All methods and concepts that can be realized with normal objectclasses can therefore be realized with signalclasses too.
Per agreement, the symbolic names of signalclasses end with a tilde ~.
The class ``pan~'' shall demonstrate, how signalclasses are written.
A signal on the left inlet is mixed with a signal on the second inlet.
Der mixing-factor between 0 and 1 is defined via a t_float-message
on a third inlet.
typedef struct _pan_tilde {
t_object x_obj;
t_sample f_pan;
t_float f;
} t_pan_tilde;
Only one variable f_pan for the mixing-factor of the panning-function is needed.
The other variable f is needed whenever a signal-inlet is needed too.
If no signal but only a float-message is present at a signal-inlet, this
variable is used to automatically convert the float to signal.

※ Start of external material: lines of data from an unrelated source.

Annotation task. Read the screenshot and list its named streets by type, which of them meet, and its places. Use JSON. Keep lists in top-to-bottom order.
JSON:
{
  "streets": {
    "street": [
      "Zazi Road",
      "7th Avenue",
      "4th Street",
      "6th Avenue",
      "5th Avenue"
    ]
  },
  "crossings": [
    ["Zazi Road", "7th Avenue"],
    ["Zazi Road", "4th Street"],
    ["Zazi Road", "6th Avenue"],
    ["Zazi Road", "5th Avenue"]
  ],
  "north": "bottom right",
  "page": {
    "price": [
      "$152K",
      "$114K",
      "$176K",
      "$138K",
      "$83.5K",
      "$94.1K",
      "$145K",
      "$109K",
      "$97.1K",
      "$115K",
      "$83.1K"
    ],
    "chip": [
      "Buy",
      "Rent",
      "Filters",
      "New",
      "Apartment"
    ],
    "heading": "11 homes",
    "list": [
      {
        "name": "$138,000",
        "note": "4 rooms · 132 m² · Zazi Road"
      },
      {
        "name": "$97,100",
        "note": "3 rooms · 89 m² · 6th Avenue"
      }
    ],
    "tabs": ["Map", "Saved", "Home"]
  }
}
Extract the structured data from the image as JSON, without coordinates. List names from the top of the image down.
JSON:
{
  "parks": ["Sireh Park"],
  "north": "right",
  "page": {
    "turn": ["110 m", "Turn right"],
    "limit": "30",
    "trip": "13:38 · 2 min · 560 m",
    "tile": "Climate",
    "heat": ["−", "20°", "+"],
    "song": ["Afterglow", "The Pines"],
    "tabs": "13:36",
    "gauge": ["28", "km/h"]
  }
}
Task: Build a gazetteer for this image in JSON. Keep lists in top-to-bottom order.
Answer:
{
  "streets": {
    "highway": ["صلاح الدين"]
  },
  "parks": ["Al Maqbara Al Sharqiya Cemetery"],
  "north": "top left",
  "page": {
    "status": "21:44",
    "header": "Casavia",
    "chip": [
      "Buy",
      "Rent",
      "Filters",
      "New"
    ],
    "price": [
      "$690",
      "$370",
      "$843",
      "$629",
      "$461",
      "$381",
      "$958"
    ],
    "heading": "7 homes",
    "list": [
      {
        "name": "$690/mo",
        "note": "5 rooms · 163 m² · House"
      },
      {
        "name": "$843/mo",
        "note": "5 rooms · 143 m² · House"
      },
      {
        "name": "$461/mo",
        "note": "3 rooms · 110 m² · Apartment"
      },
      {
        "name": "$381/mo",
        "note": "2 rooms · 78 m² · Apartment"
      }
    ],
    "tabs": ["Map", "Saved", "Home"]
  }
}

void pan_tilde_setup(void) {
pan_tilde_class = class_new(gensym("pan~"),
(t_newmethod)pan_tilde_new,
0, sizeof(t_pan_tilde),
CLASS_DEFAULT,
A_DEFFLOAT, 0);
class_addmethod(pan_tilde_class,
(t_method)pan_tilde_dsp, gensym("dsp"), 0);
CLASS_MAINSIGNALIN(pan_tilde_class, t_pan_tilde, f);
}
A method for signal-processing has to be provided by each signalclass.
Whenever pd's audioengine is started, a message with the selector ``dsp'' is sent to each object. Each class that has a method for the ``dsp''-message is recognized as signalclass.
Signalclasses that want to provide signal-inlets have to
declare this via the CLASS_MAINSIGNALIN-macro.
This enables signals at the first (default) inlet.
If more than one signal-inlet is needed, they have to be created explicitly
in the constructor-method.
Inlets that are declared as signal-inlets cannot provide
methods for t_float-messages any longer.
The first argument of the macro is a pointer to the signalclass. The second argument is the type of the class's dataspace.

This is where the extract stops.